I just love SR Harris. I think about not living near a discount fabric store at any point in my life and it sounds like such a downer. I never forget how lucky I am to have so many garment fabric options.
They also have huge tubs of leather scrap, buckles, straps, and decorative cowl pieces, things I look at but don’t usually buy.
For this project though, I thought one of the cowl piece (lace applique) would be fun to use instead of making the scalloped Peter Pan collar, so I stocked up on a few possibilities and hoped one would work out.
Very happy with my pick! I think it pairs nicely. Unfortunately, since I’d never bought one before, I learned after reading the receipt that they are $3 apiece. Probably buying 3 in one go with no plan was a mistake.
For this dress, I did make a muslin — two muslins.

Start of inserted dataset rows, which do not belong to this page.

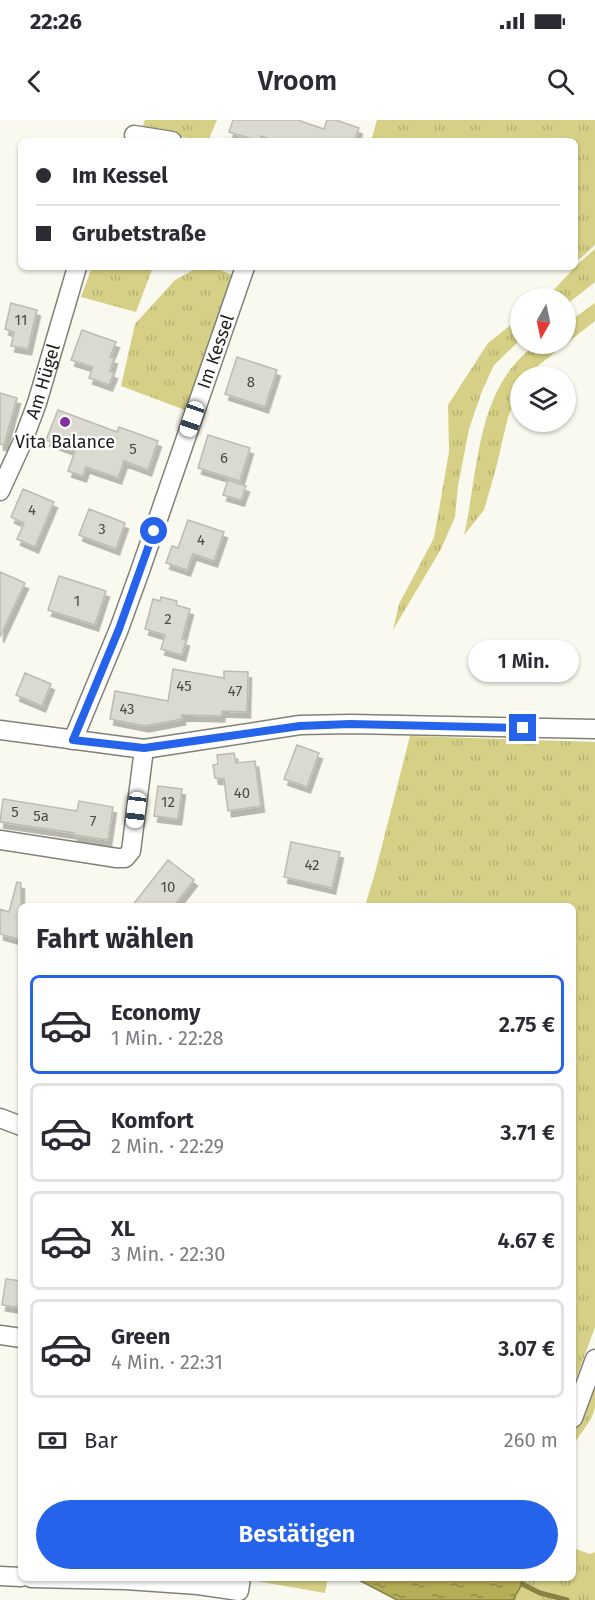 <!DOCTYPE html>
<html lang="de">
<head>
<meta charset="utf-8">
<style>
	:root { --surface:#fff; --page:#f2f2f3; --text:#2b2b33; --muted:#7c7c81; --line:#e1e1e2; --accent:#2563eb }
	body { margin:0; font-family:"Fira Sans",sans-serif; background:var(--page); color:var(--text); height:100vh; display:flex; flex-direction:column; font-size:22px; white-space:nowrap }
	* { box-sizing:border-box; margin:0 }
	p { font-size:20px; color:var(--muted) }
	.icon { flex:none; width:33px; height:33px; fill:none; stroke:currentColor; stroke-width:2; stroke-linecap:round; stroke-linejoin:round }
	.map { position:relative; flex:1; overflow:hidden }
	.drawer { position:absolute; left:18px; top:783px; width:558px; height:678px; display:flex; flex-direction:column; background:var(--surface); border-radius:9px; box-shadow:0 2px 4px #0004 }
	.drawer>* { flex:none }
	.hud { position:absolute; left:18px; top:18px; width:560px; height:132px; border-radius:9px; box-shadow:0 2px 4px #0004; display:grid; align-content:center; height:132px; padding:0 18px; background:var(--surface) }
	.needle { width:39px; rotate:189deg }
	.controls { position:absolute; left:510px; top:168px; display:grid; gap:12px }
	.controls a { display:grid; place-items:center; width:66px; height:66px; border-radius:50%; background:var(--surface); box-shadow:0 2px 4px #0004; font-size:30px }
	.end { position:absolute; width:27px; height:27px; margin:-14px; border:8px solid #2563eb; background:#fff; box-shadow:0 0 0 3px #fff }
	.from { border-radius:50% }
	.bubble { position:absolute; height:42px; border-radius:21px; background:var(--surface); box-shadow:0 2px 4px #0004; font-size:20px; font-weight:600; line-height:42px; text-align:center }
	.car { position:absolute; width:18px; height:36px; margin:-18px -9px; border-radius:8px; box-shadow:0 0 4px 2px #0007; background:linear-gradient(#fff 24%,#345 0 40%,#fff 0 76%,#345 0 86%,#fff 0) }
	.hud b { display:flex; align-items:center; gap:21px; height:57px; font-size:22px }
	.hud b+b { border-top:2px solid var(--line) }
	.hud i { width:15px; height:15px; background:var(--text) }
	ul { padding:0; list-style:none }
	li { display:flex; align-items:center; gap:18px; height:99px; margin:0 12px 9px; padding:0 6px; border:3px solid var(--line); border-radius:9px }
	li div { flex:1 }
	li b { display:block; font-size:22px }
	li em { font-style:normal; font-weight:600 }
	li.selected { border-color:var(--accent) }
	li>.icon { width:54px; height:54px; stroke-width:1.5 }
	h2 { padding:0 18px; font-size:27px; line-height:72px }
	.pay { display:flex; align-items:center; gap:15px; height:66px; padding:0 18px; font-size:22px }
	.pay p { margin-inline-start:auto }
	.cta { display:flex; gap:12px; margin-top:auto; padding:12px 18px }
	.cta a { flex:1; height:69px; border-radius:36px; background:var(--accent); color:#fff; font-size:24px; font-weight:600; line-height:69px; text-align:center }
	.status { display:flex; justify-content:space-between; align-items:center; height:42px; padding:0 30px; background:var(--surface); direction:ltr }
	.status svg { height:16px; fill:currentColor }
	header { display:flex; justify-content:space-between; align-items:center; height:78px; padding:0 18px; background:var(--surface); font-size:27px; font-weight:600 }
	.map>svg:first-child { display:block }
	.grass { fill:url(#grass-tufts) }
	.pitch { fill:#d5d085 }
	.water { fill:url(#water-ripples); stroke:#868244; stroke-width:1.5 }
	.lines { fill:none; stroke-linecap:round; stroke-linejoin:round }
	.stream { stroke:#868244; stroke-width:5 }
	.building { fill:#dbdad0; stroke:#bdbcb3; stroke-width:1.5; filter:url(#shadow) }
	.street-casing { stroke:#818178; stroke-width:21 }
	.street { stroke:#fff; stroke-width:18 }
	.route { stroke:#2563eb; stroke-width:8 }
	.poi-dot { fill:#80309f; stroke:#fff; stroke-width:2 }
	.labels { text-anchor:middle; stroke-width:4.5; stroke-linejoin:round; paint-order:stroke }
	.number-label { font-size:15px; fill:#4c4c47 }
	.street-label { font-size:18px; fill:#1c1c19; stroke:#fff }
	.poi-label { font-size:18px; fill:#1c1c19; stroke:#fff }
</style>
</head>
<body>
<div class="status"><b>22:26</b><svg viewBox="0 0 49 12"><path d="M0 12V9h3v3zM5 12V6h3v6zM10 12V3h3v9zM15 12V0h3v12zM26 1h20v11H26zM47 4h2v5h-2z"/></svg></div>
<header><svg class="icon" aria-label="back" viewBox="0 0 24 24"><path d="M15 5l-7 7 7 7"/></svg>Vroom<svg class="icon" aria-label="search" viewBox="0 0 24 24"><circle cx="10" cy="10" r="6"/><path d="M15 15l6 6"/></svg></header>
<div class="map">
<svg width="595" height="1480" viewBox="0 0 595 1480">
	<defs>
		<pattern id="grass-tufts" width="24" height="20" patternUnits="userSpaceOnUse" patternTransform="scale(1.5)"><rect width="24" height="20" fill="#d5d085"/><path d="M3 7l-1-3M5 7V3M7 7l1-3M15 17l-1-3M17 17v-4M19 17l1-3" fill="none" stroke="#b6b272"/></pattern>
		<pattern id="water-ripples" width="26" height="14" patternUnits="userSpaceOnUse" patternTransform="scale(1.5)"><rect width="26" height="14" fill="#b4ae56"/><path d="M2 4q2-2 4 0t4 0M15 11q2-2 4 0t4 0" fill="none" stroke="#928d46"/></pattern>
		<filter id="shadow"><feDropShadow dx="3.5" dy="6" stdDeviation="0" flood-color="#0004"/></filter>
	</defs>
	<rect width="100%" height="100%" fill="#faf9ef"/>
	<path class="grass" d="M145,0H217L208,21L141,11Z
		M377,0H595V125L580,139L575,136L574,21H371Z
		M595,129V162L566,185V178H546L580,142Z
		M92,147H153L136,192L81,177Z
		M199,147H212L233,155L185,290L121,266L135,204L175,160Z
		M595,183V201L525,256H520V268L508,297L496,348L484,390L464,415C477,359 476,290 514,245C520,238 529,228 538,224C545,221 558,224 566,224V204Z
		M520,198V220L494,245L482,271L469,309L458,366L455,397L441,429L393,510L399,484L434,418L449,332L448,285L488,223Z
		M410,616L595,622V1207L573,1267V786H365L375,753Z
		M595,1257V1288L591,1299L573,1325V1313Z
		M573,1428L590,1434L595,1432V1480H491L496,1458H573Z"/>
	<path class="pitch" d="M257,1458H328L325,1473L256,1461Z"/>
	<path class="water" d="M355,1458H523L522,1464L513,1480H397Z"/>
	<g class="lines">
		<path class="stream" d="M522,1464L540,1473L567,1480"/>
	</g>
	<path class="building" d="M233,0H298L324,9L327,0H336L359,8L354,21H276L261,16L260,21H258L229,12Z
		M11,183L37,190L28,229L11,226L14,212L5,209Z
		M82,210L116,222L110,237L114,238L110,251L114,253L109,265L89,258L93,247L71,240Z
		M237,237L277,250L265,287L225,274Z
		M0,273L17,278L4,325L0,324Z
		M58,290L117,312L119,307L158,321L148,350L124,341L118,358L86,347L83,356L68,351L75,331L46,320Z
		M208,315L250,328L240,361L198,348Z
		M228,360L246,366L241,380L223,375Z
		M23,369L54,382L35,427L17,419L24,403L11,397Z
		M89,389L125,403L116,429L79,415Z
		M188,400L224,412L214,441L193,434L187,450L166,443L172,426L178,428Z
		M0,452L25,463L0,517Z
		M59,456L106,471L95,505L48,490Z
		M161,477L177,481L176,485L190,489L182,519L186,520L182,535L161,529L165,515L145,509L153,479L160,481Z
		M173,549L224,558V551L248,552L247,592L222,591L221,596L182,595V599L145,606L110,599L115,571L168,581Z
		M25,553L51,564L42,586L16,575Z
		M297,625L319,633L307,667L284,659Z
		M234,633L236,643L255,641L261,686L228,691L224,659L215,658L213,645L218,644L217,635Z
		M158,666L182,669L178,699L154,696Z
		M3,679L77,691L79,681L113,687L108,720L74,715V713L0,702Z
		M291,722L340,732L332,768L284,757Z
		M168,740L194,760L174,786H132Z
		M17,762L21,763V820L0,814V789L9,792Z
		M6,1159L21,1161V1188L2,1185Z"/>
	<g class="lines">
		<defs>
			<g id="street">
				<path d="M134,15L172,21"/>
				<path id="s1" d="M0,371L22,323L37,283L77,147"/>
				<path d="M0,610L144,629L300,605L350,604L595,609"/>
				<path id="s2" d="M73,620L119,509L140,451L245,147"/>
				<path d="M0,720L117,738H125L131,731L144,629"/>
				<path d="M0,998L21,1006"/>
				<path d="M0,1215L21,1218"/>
				<path d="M573,1298L595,1239"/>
				<path d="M0,1456L21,1457"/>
				<path d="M31,1458L126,1460L198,1465L239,1471L241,1458"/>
			</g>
		</defs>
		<use href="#street" class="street-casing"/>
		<use href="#street" class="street"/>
	</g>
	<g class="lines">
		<path class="route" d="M154,411L119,509L73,620L144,628L300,606L350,604L523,608"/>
	</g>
	<circle class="poi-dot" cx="65" cy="302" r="6"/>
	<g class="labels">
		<g class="number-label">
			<text x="21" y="205">11</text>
			<text x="251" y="267">8</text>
			<text x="133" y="334">5</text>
			<text x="224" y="343">6</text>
			<text x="32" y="395">4</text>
			<text x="102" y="414">3</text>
			<text x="201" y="425">4</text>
			<text x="77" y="486">1</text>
			<text x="168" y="504">2</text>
			<text x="184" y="571">45</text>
			<text x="235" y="576">47</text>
			<text x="127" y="594">43</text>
			<text x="242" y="678">40</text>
			<text x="168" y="687">12</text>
			<text x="15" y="697">5</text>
			<text x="41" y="701">5a</text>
			<text x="93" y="706">7</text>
			<text x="312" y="750">42</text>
			<text x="168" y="772">10</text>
		</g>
		<g class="street-label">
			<text dy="6" stroke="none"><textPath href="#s2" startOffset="414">Im Kessel</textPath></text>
			<text dy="6" stroke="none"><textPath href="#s1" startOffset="118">Am Hügel</textPath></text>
		</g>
		<g class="poi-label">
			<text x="65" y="328">Vita Balance</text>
		</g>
	</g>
</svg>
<div class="controls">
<a><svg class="needle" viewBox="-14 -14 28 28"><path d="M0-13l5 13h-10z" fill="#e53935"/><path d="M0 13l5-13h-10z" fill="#7c7c81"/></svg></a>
<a><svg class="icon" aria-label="layers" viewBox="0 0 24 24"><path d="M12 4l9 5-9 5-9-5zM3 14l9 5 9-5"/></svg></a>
</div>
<i class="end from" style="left:154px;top:411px"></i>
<i class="end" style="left:523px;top:608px"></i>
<div class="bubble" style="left:468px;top:520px;width:111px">1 Min.</div>
<i class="car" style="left:192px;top:299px;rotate:199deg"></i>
<i class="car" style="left:136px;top:690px;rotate:187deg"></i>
<div class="hud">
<b><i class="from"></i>Im Kessel</b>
<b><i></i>Grubetstraße</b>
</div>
<section class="drawer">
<h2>Fahrt wählen</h2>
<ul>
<li class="selected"><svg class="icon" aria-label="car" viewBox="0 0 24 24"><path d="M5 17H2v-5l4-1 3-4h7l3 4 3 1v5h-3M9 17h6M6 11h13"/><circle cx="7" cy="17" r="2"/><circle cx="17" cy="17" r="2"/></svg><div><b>Economy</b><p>1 Min. · 22:28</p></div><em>2.75 €</em></li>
<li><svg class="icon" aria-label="car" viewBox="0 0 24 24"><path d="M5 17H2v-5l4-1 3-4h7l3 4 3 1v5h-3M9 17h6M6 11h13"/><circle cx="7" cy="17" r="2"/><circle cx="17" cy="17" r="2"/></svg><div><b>Komfort</b><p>2 Min. · 22:29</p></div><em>3.71 €</em></li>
<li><svg class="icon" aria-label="car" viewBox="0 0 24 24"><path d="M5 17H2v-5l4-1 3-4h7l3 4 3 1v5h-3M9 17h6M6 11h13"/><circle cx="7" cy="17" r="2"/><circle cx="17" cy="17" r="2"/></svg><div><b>XL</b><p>3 Min. · 22:30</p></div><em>4.67 €</em></li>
<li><svg class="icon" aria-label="car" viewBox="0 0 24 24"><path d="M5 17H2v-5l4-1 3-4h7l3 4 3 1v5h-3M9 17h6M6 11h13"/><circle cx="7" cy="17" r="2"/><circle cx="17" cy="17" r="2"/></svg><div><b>Green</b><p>4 Min. · 22:31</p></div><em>3.07 €</em></li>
</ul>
<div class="pay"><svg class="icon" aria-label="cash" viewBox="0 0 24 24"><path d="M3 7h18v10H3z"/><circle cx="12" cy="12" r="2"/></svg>Bar<p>260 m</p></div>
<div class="cta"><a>Bestätigen</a></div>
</section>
</div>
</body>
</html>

I know, basically, that Simplicity is not sized like Vogue, since my earlier failed attempt at making a shirt for myself based on my commercial sizing. So, instead of cutting a size 14, which seems to be my commercial and Vogue size, I cut a size 20, going on bust measurements alone and hoping for the best. I think I will be better served next time by finding my shoulder measurement on the pattern and grading to the bust, but for now my wonky fixes seem to work.I know a lot of people hate that front seam, but I really found it useful for adjusting the fit. I took in about 2″ at the front center seam at the neck and graded it down to the bust, then let out the dress gradually from the waist to the hem for more ease. I took in the pattern from the top of the bust dart to the arm hole on both the front and back, and in back I took in the zip a little at the top and graded it out from “rear end” to hem. A lot of adjustments, but I’m very happy with the results. This could be my go-to shift dress pattern from now on.
I couldn’t find any “how to” guides online for applying the cowl, no matter how I looked.
Basically, I decided to approach it like lace. Which I’ve never done, but have read a lot about.I placed the detail over the dress front, pinned, sewed the shoulders with a zig-zag, and straight stitched the cowl along its U shape, closest to the neck. Then I cut away the underpart and left about 1/3″ — which I then edge serged, folded and pinned down, then straight stitched over through the cowl along its U shape farthest from the neck.
I used pre-made bias tape along the armholes beforehand, and used the same bias tape along the back of the neck hole after I applied the cowl.
At first I thought I would attach the applique with clear thread — but that was a mondo bust. It kept breaking and bunching and it’s very difficult to handle. In the end I machine sewed it to the fabric with matched Dual Duty XP Heavy thread I had in my stash. I thought it would be too visible, but it actually looks pretty nice. In the process, my machine did skip some stitches — some of which I ripped out and re-did — but what imperfections remain are a-okay with me.
Total cost: $13 fabric + $3 cowl + $2 pattern + $3 thread + $1 bias tape + $1 zipper + 14 hours
And how was the bachelorette party?
I had a good time.
They made me a sushi penis at Masu! AMAZEBALLZ.
I will absolutely be making this dress again, in a few different styles. I’m satisfied with this first make, but I’d like to revisit the pattern and use it to help me understand which shoulder size I should grade to in my next attempt at a Simplicity pattern.
I’d also like to make a few other shift style dresses to compare fit.